__PROBLEM__. Using the data beneath this instruction, retype only the lines from the one that contains "1090,263 L 1092,318" down to the one that contains "331,503 L 332,535", both included, exactly as they appear.
[WORKING DATA]
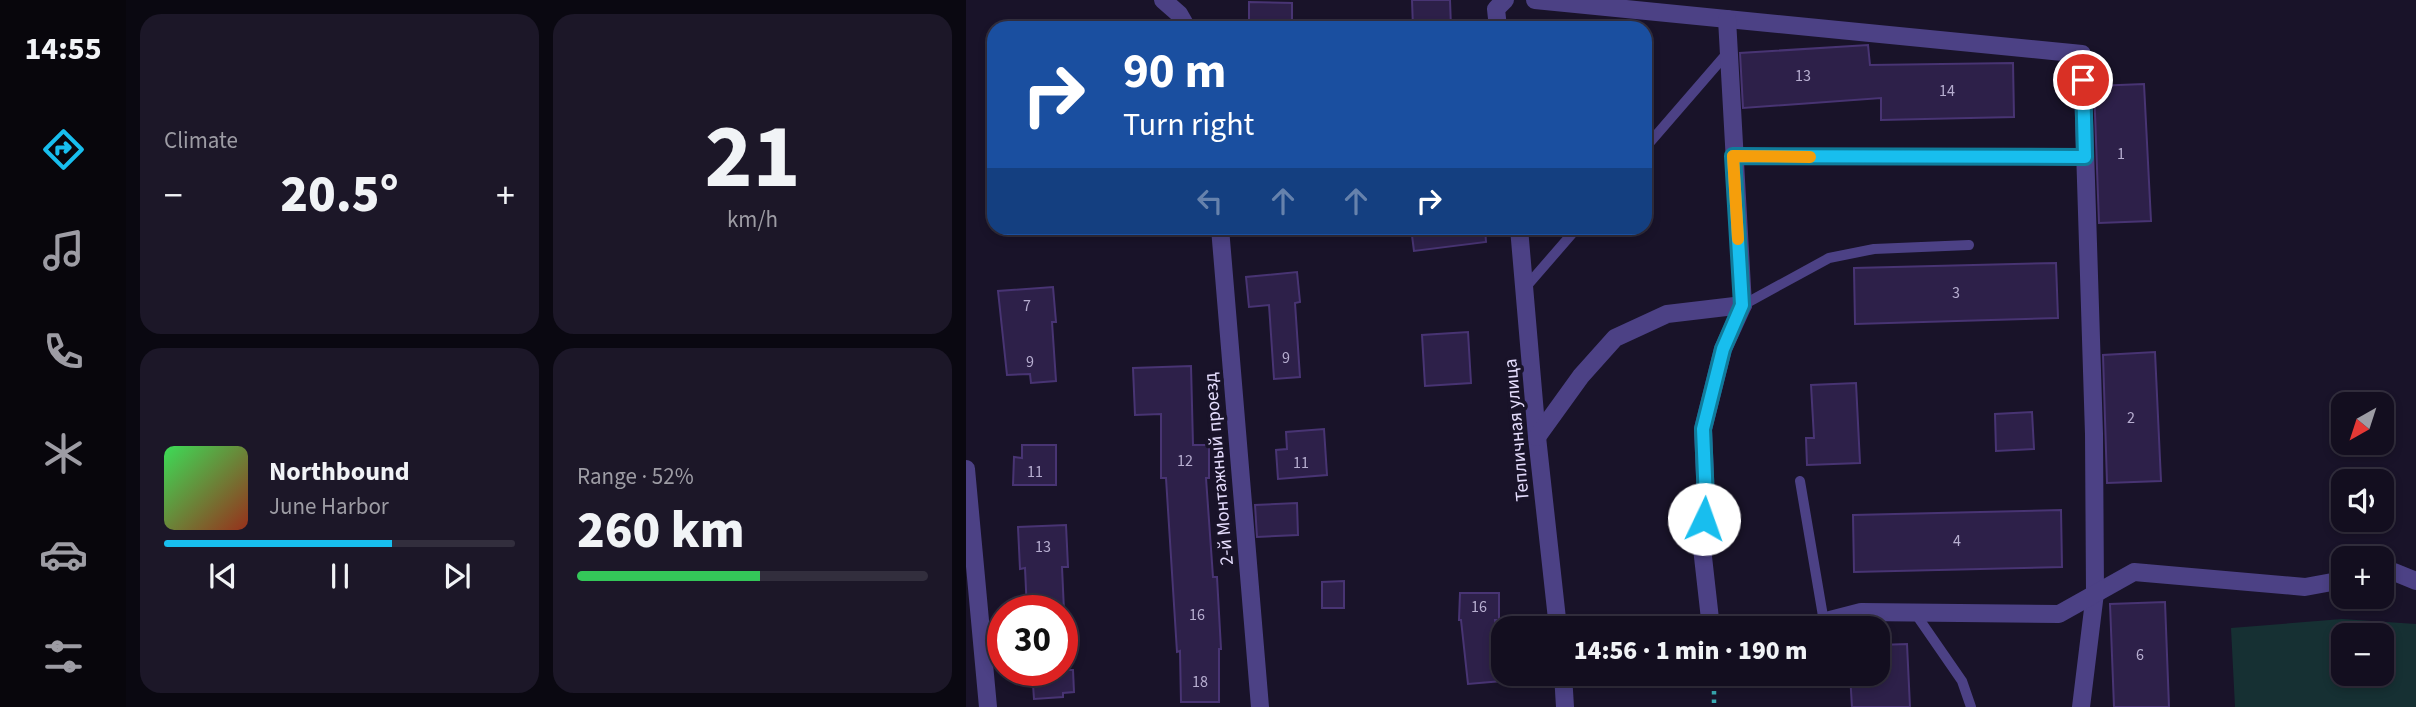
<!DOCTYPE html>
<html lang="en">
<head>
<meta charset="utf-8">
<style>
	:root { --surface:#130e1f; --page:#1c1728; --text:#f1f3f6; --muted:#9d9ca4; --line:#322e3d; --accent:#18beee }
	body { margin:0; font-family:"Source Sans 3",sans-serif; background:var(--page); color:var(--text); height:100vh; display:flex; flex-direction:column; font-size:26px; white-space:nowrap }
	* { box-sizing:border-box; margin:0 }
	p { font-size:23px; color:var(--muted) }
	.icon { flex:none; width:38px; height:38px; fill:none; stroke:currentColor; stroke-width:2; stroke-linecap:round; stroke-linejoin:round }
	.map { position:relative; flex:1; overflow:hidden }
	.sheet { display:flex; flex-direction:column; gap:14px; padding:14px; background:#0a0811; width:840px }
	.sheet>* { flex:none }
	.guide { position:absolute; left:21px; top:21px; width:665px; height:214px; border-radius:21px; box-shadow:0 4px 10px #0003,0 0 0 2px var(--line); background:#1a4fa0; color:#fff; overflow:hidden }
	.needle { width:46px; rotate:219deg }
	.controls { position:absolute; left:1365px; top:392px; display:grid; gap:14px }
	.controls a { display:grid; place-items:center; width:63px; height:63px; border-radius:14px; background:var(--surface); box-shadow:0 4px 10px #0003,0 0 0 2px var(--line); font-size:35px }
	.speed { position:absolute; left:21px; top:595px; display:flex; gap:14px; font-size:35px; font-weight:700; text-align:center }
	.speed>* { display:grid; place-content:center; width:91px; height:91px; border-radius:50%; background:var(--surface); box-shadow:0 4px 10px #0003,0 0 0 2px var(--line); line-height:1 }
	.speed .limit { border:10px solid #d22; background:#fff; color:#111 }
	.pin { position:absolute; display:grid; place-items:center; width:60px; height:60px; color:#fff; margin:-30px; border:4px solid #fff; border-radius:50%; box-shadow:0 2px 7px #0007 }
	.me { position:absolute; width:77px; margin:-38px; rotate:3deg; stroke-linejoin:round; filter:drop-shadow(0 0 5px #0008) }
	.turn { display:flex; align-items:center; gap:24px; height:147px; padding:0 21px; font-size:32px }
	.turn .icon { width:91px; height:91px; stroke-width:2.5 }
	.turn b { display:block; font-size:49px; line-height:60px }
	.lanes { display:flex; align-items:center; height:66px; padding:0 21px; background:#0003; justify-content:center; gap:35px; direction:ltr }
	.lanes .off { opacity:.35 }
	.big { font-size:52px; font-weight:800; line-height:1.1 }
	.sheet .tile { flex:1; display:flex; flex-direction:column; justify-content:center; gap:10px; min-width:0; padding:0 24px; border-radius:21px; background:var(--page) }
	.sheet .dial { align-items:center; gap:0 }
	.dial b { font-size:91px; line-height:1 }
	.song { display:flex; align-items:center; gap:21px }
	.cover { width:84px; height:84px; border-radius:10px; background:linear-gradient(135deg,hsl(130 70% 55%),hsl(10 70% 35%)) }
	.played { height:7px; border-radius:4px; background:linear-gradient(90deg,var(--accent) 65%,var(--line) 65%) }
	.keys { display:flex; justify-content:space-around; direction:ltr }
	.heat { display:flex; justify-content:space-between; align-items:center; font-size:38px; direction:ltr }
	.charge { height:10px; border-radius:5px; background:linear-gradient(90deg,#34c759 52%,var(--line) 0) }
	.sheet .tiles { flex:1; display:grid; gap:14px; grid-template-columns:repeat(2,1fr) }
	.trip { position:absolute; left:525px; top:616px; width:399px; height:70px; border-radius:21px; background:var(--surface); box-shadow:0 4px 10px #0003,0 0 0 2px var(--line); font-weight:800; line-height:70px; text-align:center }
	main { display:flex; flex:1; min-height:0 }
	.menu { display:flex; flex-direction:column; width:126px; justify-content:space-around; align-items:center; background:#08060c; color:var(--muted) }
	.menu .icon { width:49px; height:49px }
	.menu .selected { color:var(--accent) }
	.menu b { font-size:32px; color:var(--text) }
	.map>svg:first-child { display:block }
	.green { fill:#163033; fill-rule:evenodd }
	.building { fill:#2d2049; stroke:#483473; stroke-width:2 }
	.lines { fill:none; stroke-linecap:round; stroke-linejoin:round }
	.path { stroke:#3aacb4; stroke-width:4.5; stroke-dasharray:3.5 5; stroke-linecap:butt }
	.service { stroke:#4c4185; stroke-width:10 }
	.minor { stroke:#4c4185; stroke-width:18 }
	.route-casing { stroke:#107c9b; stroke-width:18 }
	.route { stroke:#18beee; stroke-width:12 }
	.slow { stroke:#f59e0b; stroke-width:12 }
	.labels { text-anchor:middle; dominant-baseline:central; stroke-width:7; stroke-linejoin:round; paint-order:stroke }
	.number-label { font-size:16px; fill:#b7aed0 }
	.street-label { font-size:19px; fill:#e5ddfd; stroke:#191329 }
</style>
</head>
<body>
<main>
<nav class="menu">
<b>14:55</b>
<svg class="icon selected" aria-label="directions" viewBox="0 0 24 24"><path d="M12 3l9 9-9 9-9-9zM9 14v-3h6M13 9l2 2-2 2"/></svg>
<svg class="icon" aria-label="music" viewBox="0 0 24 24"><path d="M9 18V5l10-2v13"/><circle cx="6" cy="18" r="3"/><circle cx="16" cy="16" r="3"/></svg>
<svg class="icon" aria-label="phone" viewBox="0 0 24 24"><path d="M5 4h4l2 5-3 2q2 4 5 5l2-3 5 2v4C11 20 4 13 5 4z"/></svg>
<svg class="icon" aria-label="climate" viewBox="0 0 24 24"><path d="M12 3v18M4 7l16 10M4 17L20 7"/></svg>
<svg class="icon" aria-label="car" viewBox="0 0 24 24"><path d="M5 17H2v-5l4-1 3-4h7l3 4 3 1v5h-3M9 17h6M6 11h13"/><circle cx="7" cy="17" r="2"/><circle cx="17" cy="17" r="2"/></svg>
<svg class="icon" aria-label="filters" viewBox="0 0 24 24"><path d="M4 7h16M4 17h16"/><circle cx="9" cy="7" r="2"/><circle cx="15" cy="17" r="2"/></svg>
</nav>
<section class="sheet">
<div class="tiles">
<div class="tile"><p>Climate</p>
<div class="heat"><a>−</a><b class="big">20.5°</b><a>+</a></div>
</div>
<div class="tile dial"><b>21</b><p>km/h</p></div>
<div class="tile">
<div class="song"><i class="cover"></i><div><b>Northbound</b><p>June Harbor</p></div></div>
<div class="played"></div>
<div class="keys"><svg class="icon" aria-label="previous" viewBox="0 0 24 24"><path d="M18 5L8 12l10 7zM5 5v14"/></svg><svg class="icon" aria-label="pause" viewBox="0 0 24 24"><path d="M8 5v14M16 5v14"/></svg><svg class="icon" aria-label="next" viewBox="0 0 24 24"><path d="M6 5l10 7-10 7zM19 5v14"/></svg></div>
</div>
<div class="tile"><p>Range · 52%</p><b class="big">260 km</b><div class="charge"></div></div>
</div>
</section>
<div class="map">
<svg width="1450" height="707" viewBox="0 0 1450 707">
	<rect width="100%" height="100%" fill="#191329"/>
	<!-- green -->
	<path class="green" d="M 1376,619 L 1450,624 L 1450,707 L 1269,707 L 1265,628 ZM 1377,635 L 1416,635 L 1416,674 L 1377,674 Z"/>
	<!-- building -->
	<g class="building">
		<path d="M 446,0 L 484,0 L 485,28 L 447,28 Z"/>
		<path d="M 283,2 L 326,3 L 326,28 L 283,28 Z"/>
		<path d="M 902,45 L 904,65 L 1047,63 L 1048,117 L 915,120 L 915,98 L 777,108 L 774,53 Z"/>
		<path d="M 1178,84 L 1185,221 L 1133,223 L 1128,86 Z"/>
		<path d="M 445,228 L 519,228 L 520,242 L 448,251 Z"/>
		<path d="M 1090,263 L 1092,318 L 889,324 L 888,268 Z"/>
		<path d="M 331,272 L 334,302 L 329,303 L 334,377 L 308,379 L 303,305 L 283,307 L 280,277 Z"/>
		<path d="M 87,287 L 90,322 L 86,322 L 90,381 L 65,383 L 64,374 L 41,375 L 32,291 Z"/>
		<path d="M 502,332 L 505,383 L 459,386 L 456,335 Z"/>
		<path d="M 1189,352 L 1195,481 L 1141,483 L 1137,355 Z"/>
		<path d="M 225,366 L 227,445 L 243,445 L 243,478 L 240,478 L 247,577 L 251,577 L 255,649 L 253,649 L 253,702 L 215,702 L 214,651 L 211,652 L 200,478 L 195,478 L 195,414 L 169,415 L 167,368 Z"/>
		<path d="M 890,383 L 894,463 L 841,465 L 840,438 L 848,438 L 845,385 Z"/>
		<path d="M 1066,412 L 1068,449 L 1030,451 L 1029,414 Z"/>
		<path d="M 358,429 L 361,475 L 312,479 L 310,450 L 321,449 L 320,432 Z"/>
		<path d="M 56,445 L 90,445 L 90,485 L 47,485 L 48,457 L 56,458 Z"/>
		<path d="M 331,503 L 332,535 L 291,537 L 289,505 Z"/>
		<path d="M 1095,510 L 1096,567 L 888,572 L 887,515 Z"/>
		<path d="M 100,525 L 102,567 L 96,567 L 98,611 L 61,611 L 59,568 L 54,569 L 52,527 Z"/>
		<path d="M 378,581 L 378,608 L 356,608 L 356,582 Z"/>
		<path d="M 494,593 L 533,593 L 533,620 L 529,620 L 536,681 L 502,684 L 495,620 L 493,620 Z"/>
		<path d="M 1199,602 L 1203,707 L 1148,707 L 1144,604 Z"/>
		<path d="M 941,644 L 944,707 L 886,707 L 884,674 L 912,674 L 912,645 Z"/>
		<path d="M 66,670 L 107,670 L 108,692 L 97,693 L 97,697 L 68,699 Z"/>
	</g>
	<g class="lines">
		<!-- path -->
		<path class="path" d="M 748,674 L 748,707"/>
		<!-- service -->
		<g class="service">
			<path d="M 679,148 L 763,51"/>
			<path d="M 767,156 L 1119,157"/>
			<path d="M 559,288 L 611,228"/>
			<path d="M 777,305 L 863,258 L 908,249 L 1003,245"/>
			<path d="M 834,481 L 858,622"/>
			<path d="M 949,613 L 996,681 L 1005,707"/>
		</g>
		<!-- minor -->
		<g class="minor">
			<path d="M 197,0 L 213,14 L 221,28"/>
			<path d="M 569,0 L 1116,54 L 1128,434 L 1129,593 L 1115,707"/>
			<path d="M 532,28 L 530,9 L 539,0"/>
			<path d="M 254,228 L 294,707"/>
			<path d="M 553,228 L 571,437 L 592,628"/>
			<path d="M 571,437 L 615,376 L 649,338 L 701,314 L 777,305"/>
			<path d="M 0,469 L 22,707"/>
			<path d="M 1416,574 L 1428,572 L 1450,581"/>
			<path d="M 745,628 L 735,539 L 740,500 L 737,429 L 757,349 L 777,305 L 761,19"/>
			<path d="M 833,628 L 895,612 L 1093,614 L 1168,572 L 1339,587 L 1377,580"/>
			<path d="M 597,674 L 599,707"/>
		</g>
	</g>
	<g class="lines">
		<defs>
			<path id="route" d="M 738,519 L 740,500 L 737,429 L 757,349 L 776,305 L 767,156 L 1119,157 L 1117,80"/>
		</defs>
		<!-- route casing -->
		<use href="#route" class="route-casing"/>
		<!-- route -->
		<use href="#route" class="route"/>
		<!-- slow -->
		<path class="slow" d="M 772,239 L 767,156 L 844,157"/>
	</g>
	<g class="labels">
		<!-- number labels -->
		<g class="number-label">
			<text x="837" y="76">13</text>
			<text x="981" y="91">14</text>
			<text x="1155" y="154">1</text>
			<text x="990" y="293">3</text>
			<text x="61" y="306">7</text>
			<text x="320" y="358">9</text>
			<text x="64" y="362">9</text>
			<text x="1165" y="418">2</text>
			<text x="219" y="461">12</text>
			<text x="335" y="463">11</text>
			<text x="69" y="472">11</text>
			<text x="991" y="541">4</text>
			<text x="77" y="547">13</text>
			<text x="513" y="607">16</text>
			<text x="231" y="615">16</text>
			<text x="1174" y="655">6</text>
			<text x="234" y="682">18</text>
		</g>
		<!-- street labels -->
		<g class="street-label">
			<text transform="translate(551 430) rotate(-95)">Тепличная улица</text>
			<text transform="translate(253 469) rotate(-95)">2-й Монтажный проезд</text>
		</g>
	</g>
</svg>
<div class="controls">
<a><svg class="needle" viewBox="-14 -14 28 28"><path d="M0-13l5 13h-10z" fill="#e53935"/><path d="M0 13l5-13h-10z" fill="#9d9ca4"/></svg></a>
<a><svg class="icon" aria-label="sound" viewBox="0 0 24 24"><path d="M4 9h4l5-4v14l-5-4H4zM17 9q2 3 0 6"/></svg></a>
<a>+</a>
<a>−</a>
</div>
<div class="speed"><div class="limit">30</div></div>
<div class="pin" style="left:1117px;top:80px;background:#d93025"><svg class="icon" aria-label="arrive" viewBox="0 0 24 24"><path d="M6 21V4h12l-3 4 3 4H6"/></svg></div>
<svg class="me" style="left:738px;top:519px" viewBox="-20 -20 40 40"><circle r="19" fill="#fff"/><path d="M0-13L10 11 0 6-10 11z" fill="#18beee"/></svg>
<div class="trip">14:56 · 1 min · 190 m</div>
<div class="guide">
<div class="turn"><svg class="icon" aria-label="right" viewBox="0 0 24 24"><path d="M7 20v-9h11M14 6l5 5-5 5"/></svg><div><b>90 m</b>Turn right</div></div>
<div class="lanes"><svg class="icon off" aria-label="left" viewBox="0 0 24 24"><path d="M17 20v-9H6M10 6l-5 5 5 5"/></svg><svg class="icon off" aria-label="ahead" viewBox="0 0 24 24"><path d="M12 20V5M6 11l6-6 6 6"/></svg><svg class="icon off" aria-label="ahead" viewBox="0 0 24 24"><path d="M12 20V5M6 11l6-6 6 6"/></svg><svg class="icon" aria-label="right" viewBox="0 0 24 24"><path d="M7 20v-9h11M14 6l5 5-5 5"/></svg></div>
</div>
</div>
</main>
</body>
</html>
[/WORKING DATA]
__EXERCISE ANSWER__.
		<path d="M 1090,263 L 1092,318 L 889,324 L 888,268 Z"/>
		<path d="M 331,272 L 334,302 L 329,303 L 334,377 L 308,379 L 303,305 L 283,307 L 280,277 Z"/>
		<path d="M 87,287 L 90,322 L 86,322 L 90,381 L 65,383 L 64,374 L 41,375 L 32,291 Z"/>
		<path d="M 502,332 L 505,383 L 459,386 L 456,335 Z"/>
		<path d="M 1189,352 L 1195,481 L 1141,483 L 1137,355 Z"/>
		<path d="M 225,366 L 227,445 L 243,445 L 243,478 L 240,478 L 247,577 L 251,577 L 255,649 L 253,649 L 253,702 L 215,702 L 214,651 L 211,652 L 200,478 L 195,478 L 195,414 L 169,415 L 167,368 Z"/>
		<path d="M 890,383 L 894,463 L 841,465 L 840,438 L 848,438 L 845,385 Z"/>
		<path d="M 1066,412 L 1068,449 L 1030,451 L 1029,414 Z"/>
		<path d="M 358,429 L 361,475 L 312,479 L 310,450 L 321,449 L 320,432 Z"/>
		<path d="M 56,445 L 90,445 L 90,485 L 47,485 L 48,457 L 56,458 Z"/>
		<path d="M 331,503 L 332,535 L 291,537 L 289,505 Z"/>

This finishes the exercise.